Outre le hurlement rauque caractéristique du chanteur annonçant un blast sans autre forme de préambule, on est également d’entrée de jeu frappé en pleine gueule par le son, qui retrouve toute son épaisseur et se recentre un peu après les errements du mixage de la demo tape évoquant une bétonnière remplie de parpaings. Ici, et à la différence de leur précédent EP, pas d’entrée en matière instrumentale grandiloquente qui fait s’abattre contre le mur une main de plomb dans un gant de chantier, pour ça il faut attendre l’ « Intro » pesante de la face B. A la place, « A Perpetual Wait », qui synthétise à lui-seul, des blasts à la grosse moshpart en passant par le phrasé haché, l’essence de Harm Done.

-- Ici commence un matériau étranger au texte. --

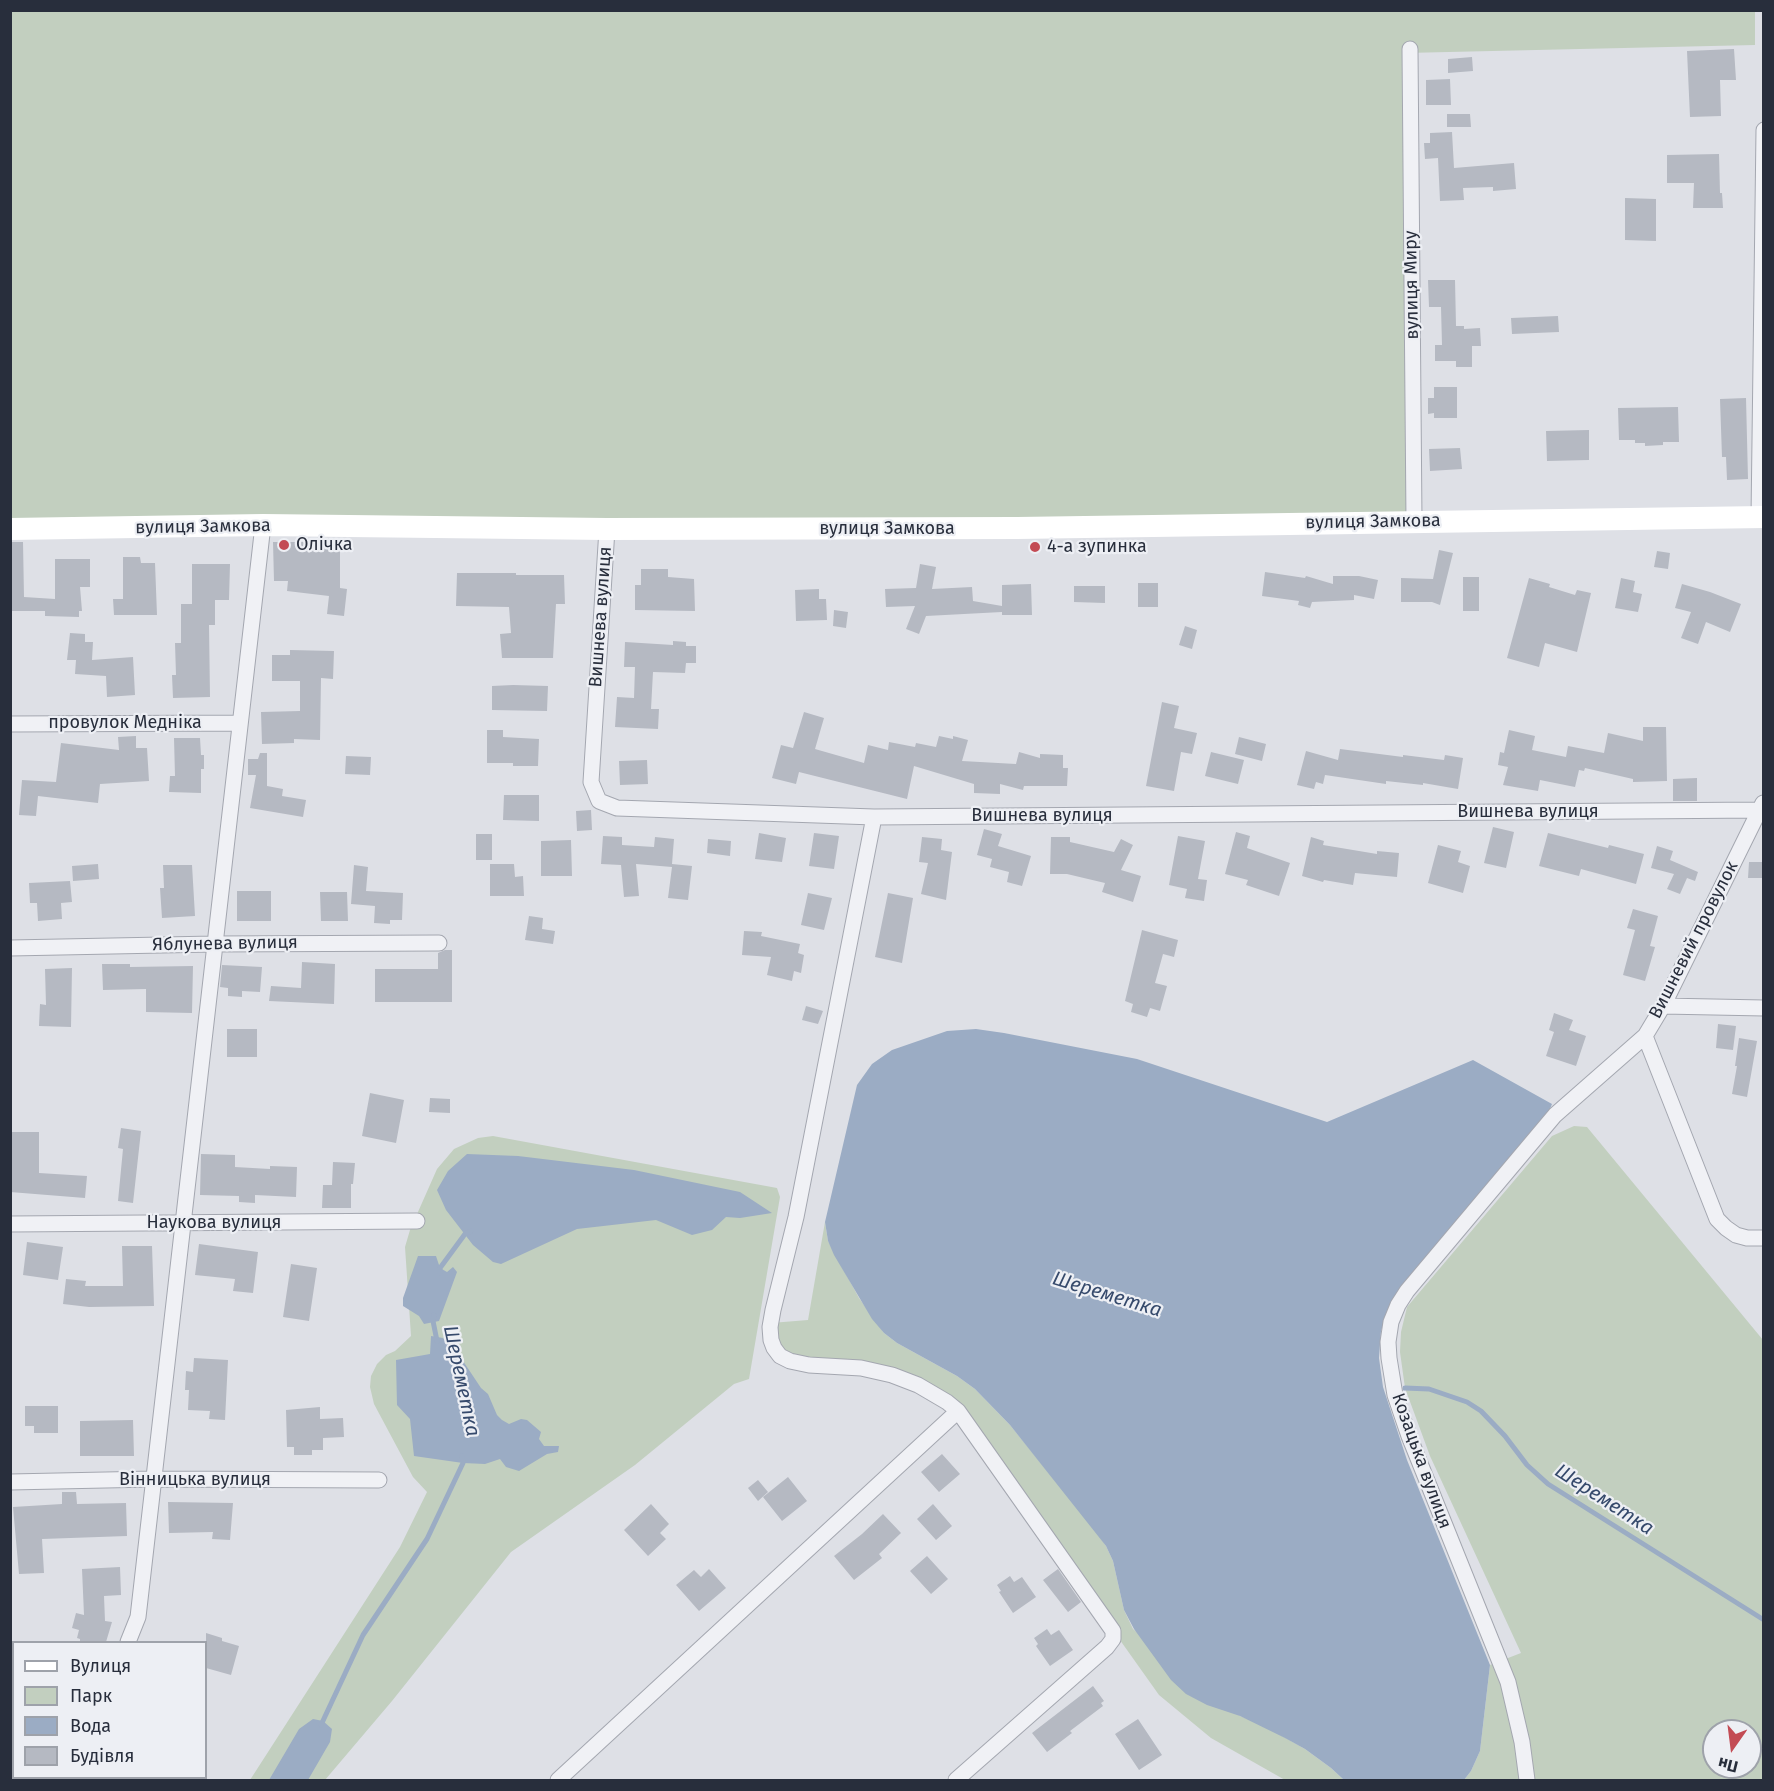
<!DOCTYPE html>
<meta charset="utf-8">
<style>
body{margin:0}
#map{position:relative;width:1774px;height:1791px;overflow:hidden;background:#dee0e6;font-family:"Fira Sans",sans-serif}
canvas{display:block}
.frame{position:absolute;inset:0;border:12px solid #282e3c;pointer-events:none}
.legend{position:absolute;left:12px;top:1641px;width:195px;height:138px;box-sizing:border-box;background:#edeff4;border:2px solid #9ea2aa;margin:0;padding:8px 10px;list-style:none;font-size:18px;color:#282e3c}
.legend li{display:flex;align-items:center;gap:12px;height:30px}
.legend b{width:30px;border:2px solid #9ea2aa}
.north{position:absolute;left:1702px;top:1719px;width:60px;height:60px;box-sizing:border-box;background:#edeff4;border:2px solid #9ea2aa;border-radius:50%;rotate:194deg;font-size:16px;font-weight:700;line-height:24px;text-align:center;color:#282e3c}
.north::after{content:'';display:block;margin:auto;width:21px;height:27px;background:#c34b54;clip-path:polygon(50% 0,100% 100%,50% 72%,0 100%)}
</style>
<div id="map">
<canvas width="1774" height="1791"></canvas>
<div class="frame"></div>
<ul class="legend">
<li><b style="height:8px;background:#fff"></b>Вулиця</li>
<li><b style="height:16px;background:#c2cfbf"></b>Парк</li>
<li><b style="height:16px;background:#9bacc4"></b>Вода</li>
<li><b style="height:16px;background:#b5b9c2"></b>Будівля</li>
</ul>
<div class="north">Пн</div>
</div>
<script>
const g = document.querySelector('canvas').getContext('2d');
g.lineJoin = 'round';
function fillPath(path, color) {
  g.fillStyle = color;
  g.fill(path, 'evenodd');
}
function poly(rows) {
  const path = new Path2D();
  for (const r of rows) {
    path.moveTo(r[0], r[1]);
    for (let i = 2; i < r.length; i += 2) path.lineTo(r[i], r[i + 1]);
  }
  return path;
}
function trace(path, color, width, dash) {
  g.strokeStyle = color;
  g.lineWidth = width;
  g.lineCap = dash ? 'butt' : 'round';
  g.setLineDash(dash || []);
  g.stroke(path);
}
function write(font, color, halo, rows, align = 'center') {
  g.font = font + ' "Fira Sans",sans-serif';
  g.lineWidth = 4.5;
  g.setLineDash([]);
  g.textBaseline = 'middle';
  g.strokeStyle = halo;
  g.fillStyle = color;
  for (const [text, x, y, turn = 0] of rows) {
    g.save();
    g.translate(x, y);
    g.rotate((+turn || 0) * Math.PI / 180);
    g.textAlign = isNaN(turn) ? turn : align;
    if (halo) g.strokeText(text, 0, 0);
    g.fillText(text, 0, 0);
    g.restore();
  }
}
fillPath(poly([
 [1755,10,1755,45,1405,53,1414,521,11,530,10,11],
 [1574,1126,1587,1127,1763,1340,1763,1780,1464,1780,1471,1771,1480,1751,1490,1665,1521,1653,1430,1456,1405,1388,1400,1352,1401,1332,1407,1307,1552,1136],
 [1714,1731,1750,1731,1750,1767,1714,1767],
 [493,1136,777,1188,780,1197,749,1379,734,1384,635,1465,511,1552,392,1701,325,1780,250,1780,400,1547,427,1492,413,1477,374,1404,370,1387,371,1376,377,1364,386,1355,395,1351,411,1336,405,1247,410,1230,437,1169,454,1149,478,1138],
 [825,1222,828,1241,859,1298,884,1333,897,1343,957,1376,975,1389,1010,1425,1094,1528,1106,1546,1113,1561,1124,1610,1133,1629,1240,1716,1263,1725,1305,1749,1331,1768,1344,1780,1285,1780,1211,1738,1159,1695,958,1412,918,1385,790,1361,770,1327,771,1323,808,1320]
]), '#c2cfbf');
fillPath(poly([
 [976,1029,1004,1033,1137,1059,1327,1122,1473,1060,1552,1104,1547,1116,1390,1304,1381,1331,1379,1358,1383,1387,1407,1460,1490,1665,1480,1751,1471,1771,1464,1780,1344,1780,1331,1768,1305,1749,1285,1738,1240,1716,1207,1705,1186,1694,1171,1680,1134,1629,1124,1610,1113,1561,1106,1546,1010,1425,975,1389,957,1376,897,1343,884,1333,872,1319,834,1255,828,1241,825,1222,857,1085,872,1064,892,1050,947,1031],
 [467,1154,518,1156,634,1170,740,1192,772,1213,740,1218,726,1217,712,1230,692,1235,656,1220,577,1229,501,1264,493,1262,473,1245,446,1210,437,1190,448,1171],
 [418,1256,436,1256,440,1268,447,1272,453,1267,457,1272,439,1321,424,1324,419,1316,403,1306,403,1298],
 [431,1336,443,1338,457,1352,481,1388,488,1394,497,1415,502,1420,509,1424,521,1419,527,1420,541,1432,539,1439,544,1446,559,1446,558,1452,547,1454,519,1471,506,1467,500,1459,485,1464,463,1463,414,1456,410,1419,397,1405,396,1360,430,1354],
 [313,1719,323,1721,332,1729,330,1742,308,1780,269,1780,299,1729]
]), '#9bacc4');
trace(poly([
 [440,1273,440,1268,465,1234,471,1231],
 [434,1315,433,1321,437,1341],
 [1405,1388,1429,1389,1467,1402,1481,1411,1505,1436,1527,1465,1548,1484,1764,1620],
 [321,1725,363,1635,427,1539,463,1463,462,1456]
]), '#9bacc4', 5);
fillPath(poly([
 [1734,49,1736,80,1720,80,1721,116,1690,117,1687,51],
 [1472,57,1473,71,1448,73,1448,59],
 [1450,79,1451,105,1426,105,1426,80],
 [1447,114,1470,114,1471,127,1447,127],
 [1452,132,1454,168,1514,163,1516,189,1493,191,1493,187,1463,188,1464,200,1440,201,1438,158,1425,159,1424,143,1430,143,1430,133],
 [1719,154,1720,193,1722,193,1723,208,1693,208,1694,183,1667,183,1667,155],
 [1625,198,1656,199,1656,241,1625,240],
 [1428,280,1455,280,1456,326,1464,326,1464,329,1480,328,1481,346,1472,346,1472,367,1456,367,1456,361,1435,361,1435,345,1442,345,1441,307,1429,307],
 [1558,316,1559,332,1512,334,1511,318],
 [1434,387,1457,387,1457,418,1434,418,1434,413,1428,414,1428,398,1434,398],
 [1746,398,1748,479,1727,480,1726,457,1722,457,1720,399],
 [1678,407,1679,442,1663,442,1663,445,1645,446,1645,443,1635,443,1635,440,1619,440,1618,408],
 [1589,430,1589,460,1547,461,1546,431],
 [1460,448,1462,469,1430,471,1429,449],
 [10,542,23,542,24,597,55,599,55,559,90,559,90,587,80,587,82,611,79,611,79,617,45,616,45,611,10,611],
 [273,542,340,542,340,588,347,589,344,616,327,614,329,596,287,591,288,581,274,581],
 [1439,550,1453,553,1440,605,1432,602,1401,602,1401,578,1433,579],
 [1657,551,1670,553,1668,569,1654,567],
 [123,557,140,557,141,563,155,563,157,615,114,615,113,599,123,599],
 [192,564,230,564,229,600,215,600,215,625,209,625,210,697,173,698,172,675,176,675,175,643,181,643,181,604,192,604],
 [920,564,936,567,932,589,972,587,973,601,1002,606,1002,585,1031,584,1032,615,1002,615,1002,612,926,616,919,634,906,629,915,606,886,607,885,589,916,588],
 [641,569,668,569,668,577,694,579,695,611,635,610,635,585,641,585],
 [1265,572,1305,578,1306,576,1333,584,1333,576,1359,576,1378,580,1374,599,1354,595,1354,600,1312,602,1310,608,1298,605,1299,601,1262,596],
 [457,573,516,573,516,575,564,575,565,604,556,604,553,658,502,658,500,634,511,633,509,607,456,606],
 [1463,577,1479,577,1479,611,1463,611],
 [1529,578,1550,584,1549,587,1575,595,1577,590,1591,593,1577,652,1545,643,1539,667,1507,658],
 [1621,578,1635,581,1633,592,1642,594,1638,612,1615,608],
 [1138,583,1158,583,1158,607,1138,607],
 [1682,584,1710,592,1741,604,1730,632,1706,622,1698,644,1681,638,1691,612,1675,608],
 [1074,586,1105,586,1105,603,1074,602],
 [819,589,819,599,826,599,827,620,796,621,795,590],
 [834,610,848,612,846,628,833,626],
 [1185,626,1197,630,1192,649,1179,645],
 [70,633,85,634,85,642,93,642,92,660,133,657,135,695,107,697,106,676,75,674,76,660,67,660],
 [673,641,686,642,686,646,696,646,696,663,686,663,685,673,653,672,651,709,659,709,658,729,615,727,617,697,634,698,635,667,624,667,625,642,673,645],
 [290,650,334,651,333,679,321,678,320,740,294,739,294,743,262,744,261,712,300,711,300,681,272,681,272,655,290,655],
 [513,685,548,686,547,711,492,710,492,686],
 [1162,702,1179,706,1174,728,1197,733,1192,754,1181,752,1174,791,1146,786],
 [804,712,824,718,815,749,864,763,868,745,888,750,889,742,915,747,916,743,936,747,939,736,953,739,953,736,968,740,962,761,1016,764,1019,752,1040,758,1040,754,1063,755,1063,768,1068,768,1067,786,1024,786,1023,790,1000,784,1000,794,974,793,974,784,914,766,907,799,799,772,796,784,772,778,781,745,793,748],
 [1643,727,1666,727,1667,781,1633,782,1633,779,1585,768,1584,771,1579,770,1575,787,1540,780,1538,791,1503,785,1508,767,1498,765,1500,752,1504,753,1509,730,1535,736,1532,750,1566,757,1568,746,1604,753,1608,733,1643,741],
 [487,730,503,730,503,737,539,739,538,766,513,766,513,763,487,763],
 [136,736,136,748,147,748,149,781,100,784,98,803,38,796,36,816,19,815,22,780,56,782,61,743,119,750,118,737],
 [1239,737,1266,744,1262,761,1235,754],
 [174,738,200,738,201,755,204,755,204,769,201,769,201,793,169,792,170,776,175,776],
 [1340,749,1403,757,1403,755,1444,760,1445,755,1463,758,1458,789,1423,783,1423,785,1386,781,1386,784,1325,775,1323,784,1316,782,1314,789,1297,785,1306,751,1338,760],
 [1211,752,1244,760,1238,784,1205,776],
 [260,753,267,753,267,786,283,789,282,796,306,800,303,817,250,808,256,775,248,775,248,759,258,759],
 [346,756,371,757,370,775,345,774],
 [647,760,648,784,620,785,619,761],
 [1697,778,1697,801,1673,801,1673,779],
 [504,795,539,795,539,821,503,820],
 [591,810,592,830,577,831,576,811],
 [1493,827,1514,832,1506,868,1484,863],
 [984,829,1002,834,998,846,1031,856,1022,886,1007,882,1009,872,990,867,992,859,977,855],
 [1236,832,1250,836,1247,848,1290,863,1279,896,1246,885,1248,880,1225,874],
 [759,833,786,838,782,862,755,859],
 [814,833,839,836,834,869,809,866],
 [1548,833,1608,848,1609,845,1644,854,1636,884,1581,869,1579,876,1539,866],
 [476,834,492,834,492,860,476,860],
 [603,836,622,837,622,845,654,847,655,837,674,839,672,864,692,866,688,900,668,898,672,867,636,864,639,896,624,897,621,865,601,864],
 [1178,836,1205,841,1198,879,1207,880,1204,901,1185,898,1187,889,1169,885],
 [922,837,942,839,941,850,952,852,946,900,921,894,928,863,919,862],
 [1051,837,1070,837,1070,842,1114,852,1121,839,1133,845,1121,870,1141,876,1133,902,1102,892,1105,883,1067,874,1050,874],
 [1311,837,1324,841,1323,845,1377,854,1377,851,1399,853,1397,877,1355,873,1353,885,1324,880,1323,882,1302,876],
 [708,839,731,841,730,856,707,853],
 [571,840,572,876,541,876,541,841],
 [1438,845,1461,851,1458,862,1470,866,1463,893,1428,883],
 [1657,846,1673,851,1670,860,1698,872,1695,881,1687,878,1680,894,1667,889,1674,874,1651,868],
 [1749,862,1764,862,1764,878,1748,878],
 [98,864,99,879,73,881,72,866],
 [490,864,514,864,515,877,523,876,524,896,490,896],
 [163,865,192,865,195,916,162,918,160,888,164,888],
 [354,865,368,867,366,891,403,893,402,920,390,920,390,924,374,923,375,906,351,904],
 [70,881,72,902,61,903,62,919,38,921,37,903,30,903,29,883],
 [237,891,271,891,271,921,237,921],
 [320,892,347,892,348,921,321,921],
 [808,893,832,898,824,930,801,925],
 [888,893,913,898,902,963,875,957],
 [1633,909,1658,916,1650,946,1655,947,1645,981,1623,975,1635,930,1627,928],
 [529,916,543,918,542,929,555,931,553,944,525,940],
 [1142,930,1178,940,1174,957,1163,954,1155,983,1167,986,1160,1011,1150,1008,1147,1017,1131,1012,1133,1004,1125,1001],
 [744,931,762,932,761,936,800,944,798,953,804,955,801,973,794,971,792,981,767,975,771,957,742,955],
 [445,950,452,950,452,1002,375,1002,375,969,438,969,438,953],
 [302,962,335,964,334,1004,269,1001,271,986,301,988],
 [102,964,130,964,130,967,193,966,192,1013,146,1012,146,989,103,990],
 [222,965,262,967,260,992,242,991,242,997,228,996,228,988,220,987],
 [72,968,71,1027,39,1026,40,1004,46,1005,45,969],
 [806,1006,823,1011,818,1024,802,1020],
 [1554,1013,1573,1020,1569,1030,1586,1036,1576,1066,1546,1056,1554,1032,1549,1030],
 [1718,1024,1736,1026,1733,1050,1716,1048],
 [227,1029,257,1029,257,1057,227,1057],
 [1739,1038,1757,1041,1747,1097,1732,1094,1737,1066,1735,1066],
 [370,1093,404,1100,396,1143,362,1136],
 [430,1098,450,1099,450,1113,429,1112],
 [121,1128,141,1131,133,1203,118,1201,123,1149,118,1148],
 [10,1132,39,1132,39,1173,87,1176,85,1198,10,1192],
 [201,1154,235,1155,235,1167,270,1169,270,1166,297,1167,296,1197,255,1195,255,1203,239,1202,239,1196,200,1195],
 [333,1162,355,1163,353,1184,351,1184,351,1208,322,1208,323,1185,332,1185],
 [27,1242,63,1247,58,1280,23,1275],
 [199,1244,258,1252,253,1293,233,1291,235,1279,195,1275],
 [122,1246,152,1246,154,1306,89,1307,63,1304,66,1279,86,1281,85,1286,123,1286],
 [291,1264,317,1268,309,1321,283,1317],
 [194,1358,228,1360,225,1420,209,1419,210,1411,188,1410,189,1390,185,1390,186,1371,193,1372],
 [25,1406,58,1406,58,1433,34,1433,34,1426,25,1426],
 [320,1407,320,1419,343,1418,344,1437,323,1438,323,1450,312,1450,312,1455,294,1455,294,1447,287,1447,286,1410],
 [133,1420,134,1456,80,1456,80,1421],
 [942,1454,960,1474,939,1492,921,1472],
 [788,1477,807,1501,782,1521,763,1497],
 [758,1480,768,1492,758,1501,748,1488],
 [62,1492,76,1492,77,1504,126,1503,127,1536,42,1539,44,1573,19,1574,13,1507,62,1504],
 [168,1502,233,1503,230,1540,212,1539,213,1532,169,1533],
 [651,1504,669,1524,660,1533,666,1539,648,1556,624,1530],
 [933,1504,952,1526,936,1540,917,1519],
 [883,1514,901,1533,879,1554,882,1558,854,1580,834,1556,862,1534],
 [927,1556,948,1579,931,1594,910,1571],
 [120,1567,121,1595,104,1596,105,1621,112,1622,106,1642,80,1642,80,1639,77,1638,79,1630,72,1628,76,1613,84,1615,82,1569],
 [709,1569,726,1588,699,1611,676,1585,694,1570,701,1577],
 [1058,1569,1081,1602,1068,1612,1043,1580],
 [1010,1576,1014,1582,1022,1577,1036,1597,1013,1613,999,1592,1001,1591,997,1585],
 [1047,1629,1051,1635,1059,1630,1073,1650,1050,1666,1036,1646,1038,1644,1034,1638],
 [206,1633,222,1638,222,1641,239,1646,231,1675,206,1668],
 [1093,1686,1104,1701,1101,1703,1103,1706,1070,1731,1072,1733,1047,1752,1032,1733],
 [1138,1719,1162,1755,1139,1770,1115,1734]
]), '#b5b9c2');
const street = poly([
 [1410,49,1414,521],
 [1759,517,1764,130],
 [607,529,591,782,599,801,617,808,874,817,1759,810],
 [10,724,240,723],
 [874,817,796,1217,773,1310,770,1327,771,1340,774,1348,780,1356,790,1361,809,1365,861,1368,892,1375,918,1385,947,1402,958,1411,1113,1631,1113,1639,1107,1647,956,1780],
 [10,948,214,944,439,943],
 [1663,1006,1764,1008],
 [1645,1036,1717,1219,1726,1228,1736,1235,1747,1238,1764,1238],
 [10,1224,417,1221],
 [10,1482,153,1479,379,1480],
 [128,1642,138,1617,263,525],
 [66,1780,71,1778],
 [558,1780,958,1411],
 [1527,1780,1522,1742,1508,1682,1409,1436,1395,1395,1389,1358,1388,1342,1391,1322,1398,1305,1407,1291,1555,1115,1645,1036,1663,1006,1763,803]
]);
trace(street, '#a4a7b0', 17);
trace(street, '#f0f1f5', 15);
trace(poly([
 [10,529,263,525,607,529,1017,528,1764,517]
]), '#fff', 22);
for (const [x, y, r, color] of [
 [284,545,6,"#c34b54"],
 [1035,547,6,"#c34b54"]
]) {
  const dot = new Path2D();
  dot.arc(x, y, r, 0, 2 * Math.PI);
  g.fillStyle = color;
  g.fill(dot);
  trace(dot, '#edeff4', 2);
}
write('18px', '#282e3c', '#edeff4', [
 ["вулиця Миру",1412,285,-91],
 ["вулиця Замкова",1373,522,-1],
 ["вулиця Замкова",203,527,-1],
 ["вулиця Замкова",887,529],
 ["Вишнева вулиця",601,617,-86],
 ["провулок Медніка",125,723],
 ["Вишнева вулиця",1528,812],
 ["Вишнева вулиця",1042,816],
 ["Вишневий провулок",1694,940,-63],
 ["Яблунева вулиця",225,944,-1],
 ["Наукова вулиця",214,1223],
 ["Козацька вулиця",1421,1461,70],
 ["Вінницька вулиця",195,1480]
]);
write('18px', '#282e3c', '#edeff4', [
 ["Олічка",296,545],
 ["4-а зупинка",1047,547]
], 'left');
write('italic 20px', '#364a6c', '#edeff4', [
 ["Шереметка",1107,1295,17],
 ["Шереметка",461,1381,78],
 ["Шереметка",1604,1500,33]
]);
</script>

Le powerviolence dévastateur des nantais aligne donc les assauts ultra-brutaux au gré de variations rythmiques qui déterminent l’ampleur de la destruction, « Alone » se chargeant d’enchainer les trois principaux registres. Le degré de réussite des morceaux, relativement uniformes il faut bien le dire, dépend donc le plus souvent d’une certaine propension à extraire du tas de gravats un riff simple mais percutant (« Empire Of Dust », « Twice Rather Than Once »), un beatdown qui fait s’effondrer le plancher sous son poids (« Sink Again », « Wall Of Stone »), un groove lourd qui balance dangereusement (« XY Domination », « Bitter End »), un bend strident aussi contondant qu’un coup de scie sauteuse dans le bide (« Sink Again », « Two Worlds ») ou encore une partie vocale qu’on se surprend à gueuler pour couvrir le chantier ambiant. Que ce soit l’a capella d’ « Alone » et celui de « Crooked Friendship » ou les gimmicks de « Big Mouth » et de « Two Worlds ». Le chant à la Ringworm reste un des points forts de l’album et, même si la diction hachée bien stricte ne permet pas de les rendre tous intelligibles, débite des textes parfois politiques — concernant le sexisme (« XY Domination »), les prosélytismes en tout genre (« Big Mouth ») ou les « bavures » policières tristement actuelles (« Blunder ») — approfondissant les habituels supposés ego-trips du leader centrés sur des rapports somme toute compliqués à l’autre et au groupe, qui esquissent déjà un portrait fidèle de toute la dégueulasserie de notre société tracé à coups de gros pinceaux trempés dans la merde. Enfin, quelque part entre les plans de caisse claire joués au marteau-piqueur, les cavalcades d-beat à la Trap Them qui donnent l’impression de galoper dans du ciment frais, et les moshparts provoquant des avalanches de briques façon Integrity, le groupe développe à présent des parties mid-tempos plus punk, d’une vélocité qui évoquera rythmiquement quelques vieux Retox et qu’on retrouve avec plaisir dans « I Am The Mistake », « Abuse/Abused » et « Blunder ».

Harm Done continue donc avec cet Abuse/Abused sa prospère entreprise de démolition avec toute la brutalité qu’on lui connait, abattant les cloisons séparant les différents sous-genres du metal et du hardcore pour délayer dans sa gâche graisseuse à gros coups de truelle des influences allant du grind au holy terror en passant par le punk-hardcore pour aboutir à un powerviolence dont l’épaisseur n’a d’égale que l’hostilité. Là où il aurait donc pu facilement se casser la gueule en transposant sur un full-length un genre fait pour l’EP, le quatuor nantais confirme son écrasante mainmise sur le hardcore metallique hexagonal en livrant avec ce LP ce qui s’apparente à l’une des plus grosses punitions de 2016. Sans abuser.

Abuse/Abused de Harm Done, c’est si tu n’as rien contre : Nails, Sex Prisoner et Mammoth Grinder.